The works composed during my PhD cannot be described wholly as soundscapes; instead of the ‘musical essence’ emerging from or being discovered within the recorded sounds, the aesthetics have been designed and inspired by the animal body and its movement, using tools from Smalley’s ‘Spectromorphology’ as a guide, this combining their sonic and behavioural communications.

The works in this portfolio are an attempt to use the electroacoustic medium to enhance the affective potential of animal sounds by combining them with animal behaviours and movements during sound processing, composing with transmodal perception in mind, and using space as a key compositional parameter. Through this compositional process, these works have the potential to increase a listener’s sense of nature connection.

Third Prize: Maksim Markelov, Russian and East European Studies

How do State Trolls Manipulate Online Discourse?

The language of public discourse in many countries has become much more intolerant (e.g., the UK during and post-Brexit, the US before, during and after Trump’s presidency) compared to what it used to be. The use of derogatory terms appears to have become a universal practice on social media as well.

In contemporary Russia, the language of intolerance is often taken to extremes by the state-controlled actors. Researchers have identified widespread use of derogatory terms in Russian government-controlled media and by Russian state officials, frequent aggression in Russian political YouTube as well as many instances of hate speech on social media. Several studies conducted on the topic further affirm that hate language, among other linguistic tactics, can be used intentionally to influence both domestic and foreign audiences on social media platforms.

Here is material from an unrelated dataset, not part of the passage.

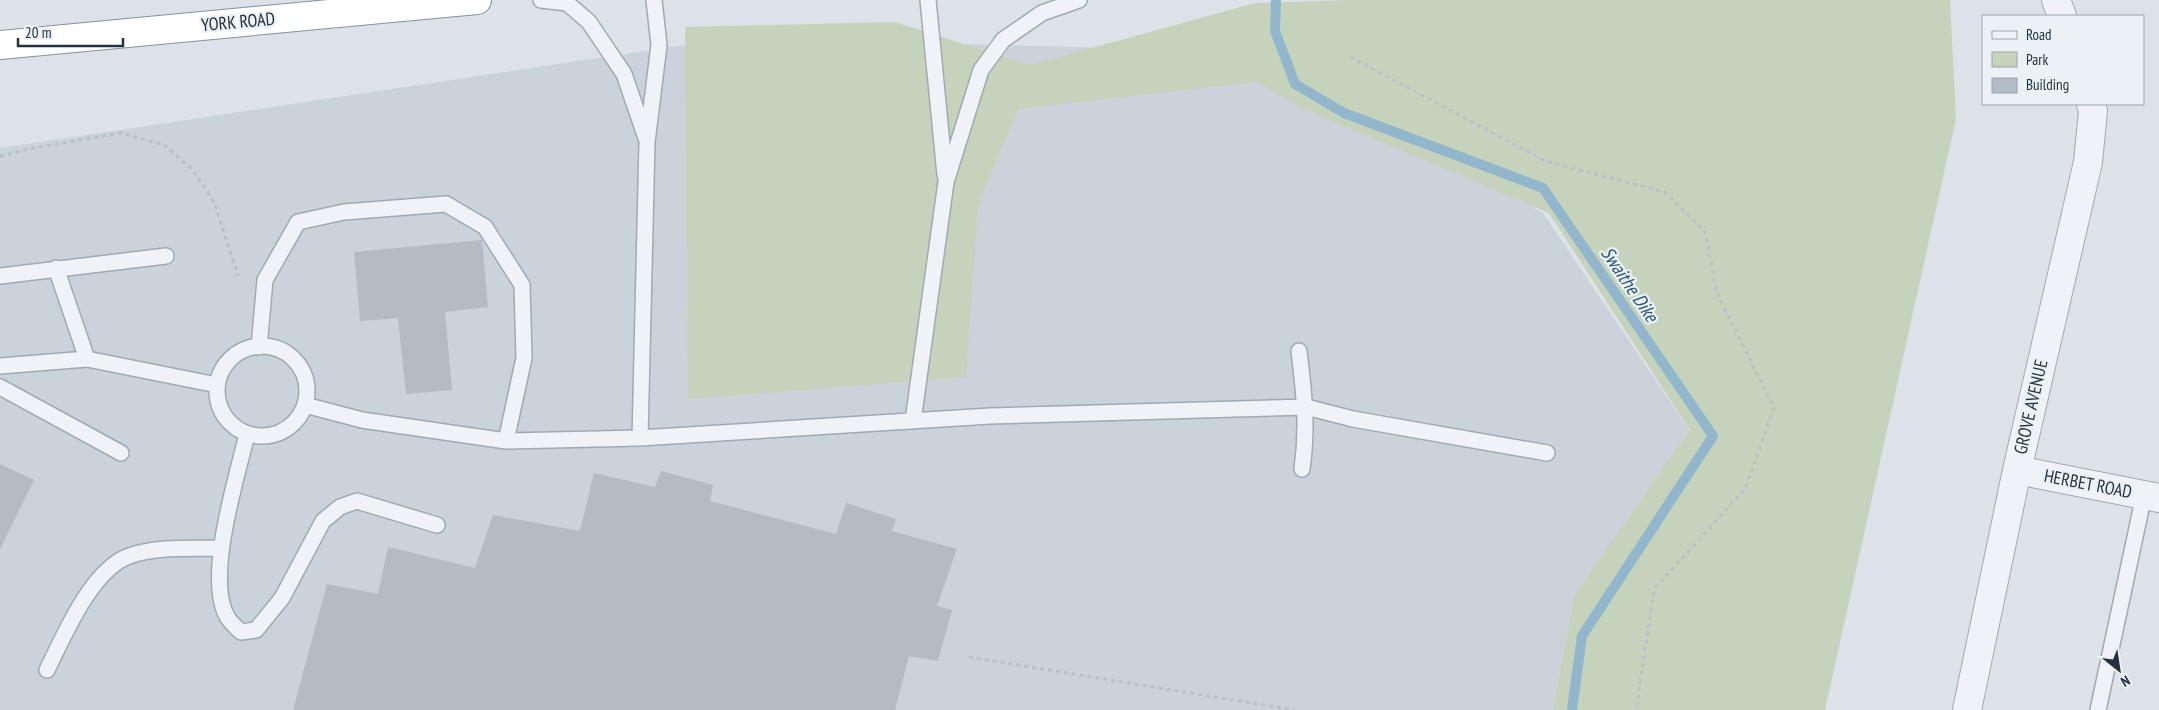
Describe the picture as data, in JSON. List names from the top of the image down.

Studies have shown that in 2020 at least 81 countries had organized social media manipulation programs or engaged in computational propaganda online. In most of the countries either governments, government affiliated entities, political parties or private firms used social media as a part of a common political strategy aimed at misleading users, suppressing political activism, and targeting opponents. These efforts pose a significant threat to the functioning of democratic institutions and have received a great deal of scholarly attention.

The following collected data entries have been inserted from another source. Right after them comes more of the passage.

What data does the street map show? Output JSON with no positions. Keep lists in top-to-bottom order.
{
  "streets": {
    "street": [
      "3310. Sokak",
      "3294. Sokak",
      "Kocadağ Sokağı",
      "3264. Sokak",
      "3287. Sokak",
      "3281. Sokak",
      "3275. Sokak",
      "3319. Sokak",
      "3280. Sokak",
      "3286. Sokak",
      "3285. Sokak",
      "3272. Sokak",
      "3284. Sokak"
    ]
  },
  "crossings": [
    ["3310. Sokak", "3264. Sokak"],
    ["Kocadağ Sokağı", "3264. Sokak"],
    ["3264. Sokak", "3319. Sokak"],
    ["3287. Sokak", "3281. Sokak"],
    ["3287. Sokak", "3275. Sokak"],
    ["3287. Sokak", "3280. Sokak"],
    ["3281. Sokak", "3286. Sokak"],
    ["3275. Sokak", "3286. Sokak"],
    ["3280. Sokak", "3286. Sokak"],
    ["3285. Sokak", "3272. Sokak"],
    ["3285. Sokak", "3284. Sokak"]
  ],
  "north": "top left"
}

State-sponsored trolling is a relatively new phenomenon, that has attracted academic interest mainly in the fields of computer science (machine learning, neural networks, big data analysis), media studies and computational propaganda. Scholars have indicated that it is often ideological and occurs in authoritarian regimes to counter political opposition. This study employs mixed methods data analysis framework in which quantitative data analysis will inform a qualitative discourse analysis.

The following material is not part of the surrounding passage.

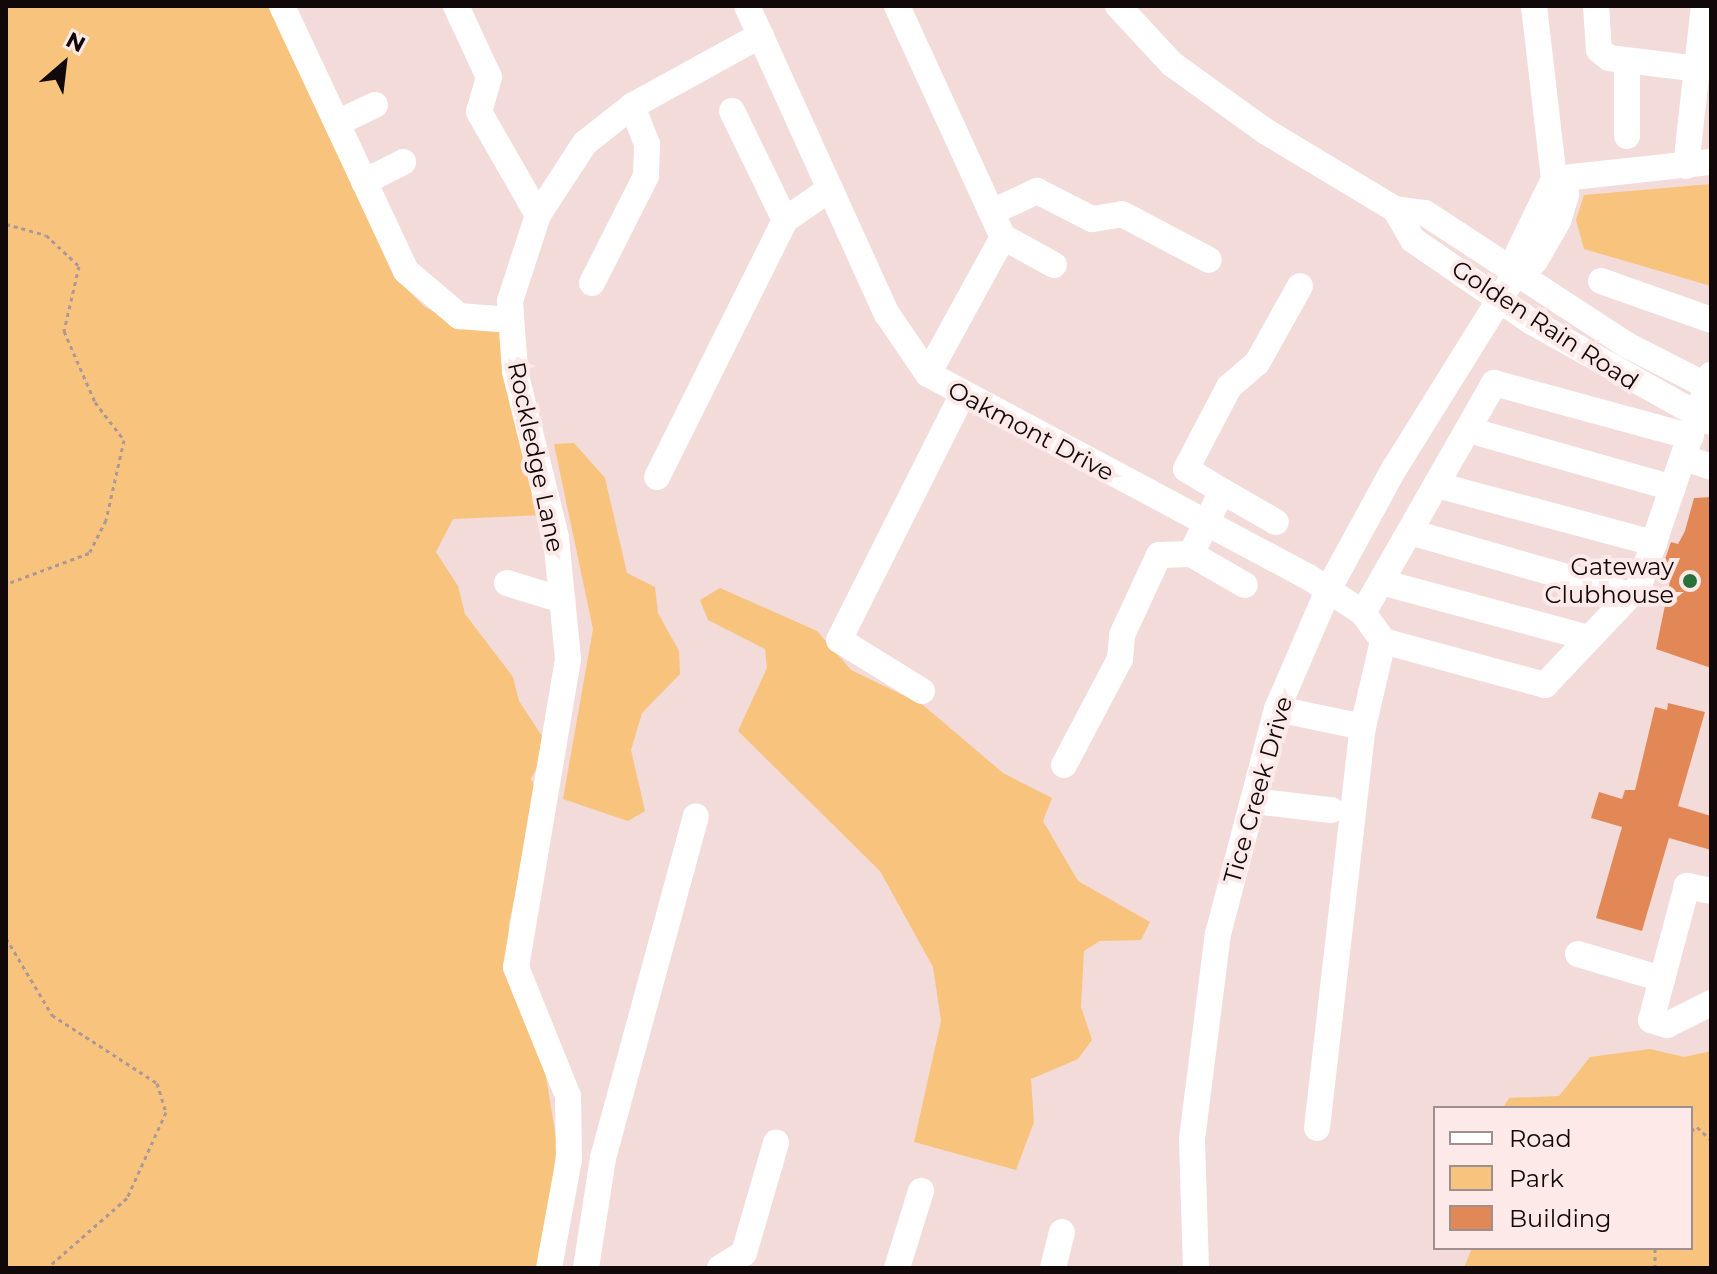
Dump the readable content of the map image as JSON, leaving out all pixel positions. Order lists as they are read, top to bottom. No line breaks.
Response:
{"streets":{"street":["Golden Rain Road","Oakmont Drive","Rockledge Lane","Tice Creek Drive"]},"crossings":[["Golden Rain Road","Tice Creek Drive"],["Oakmont Drive","Rockledge Lane"],["Oakmont Drive","Tice Creek Drive"]],"places":["Gateway Clubhouse"],"legend":["Road","Park","Building"],"north":"top right"}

This includes case-study, critical discourse analysis, collocation analysis, a set of computational linguistics methods for studying texts (e.g., The Natural Language Toolkit in Python, Sketch Engine software), as well as tracing words’ use changes (Usage Fluctuation Analysis).

The study provides further insight into one of the most important instruments employed by computational propaganda (i.e., trolls’ use of language), and contributes to further improvement of social media platforms’ policies for the detection and moderation of content produced by such actors.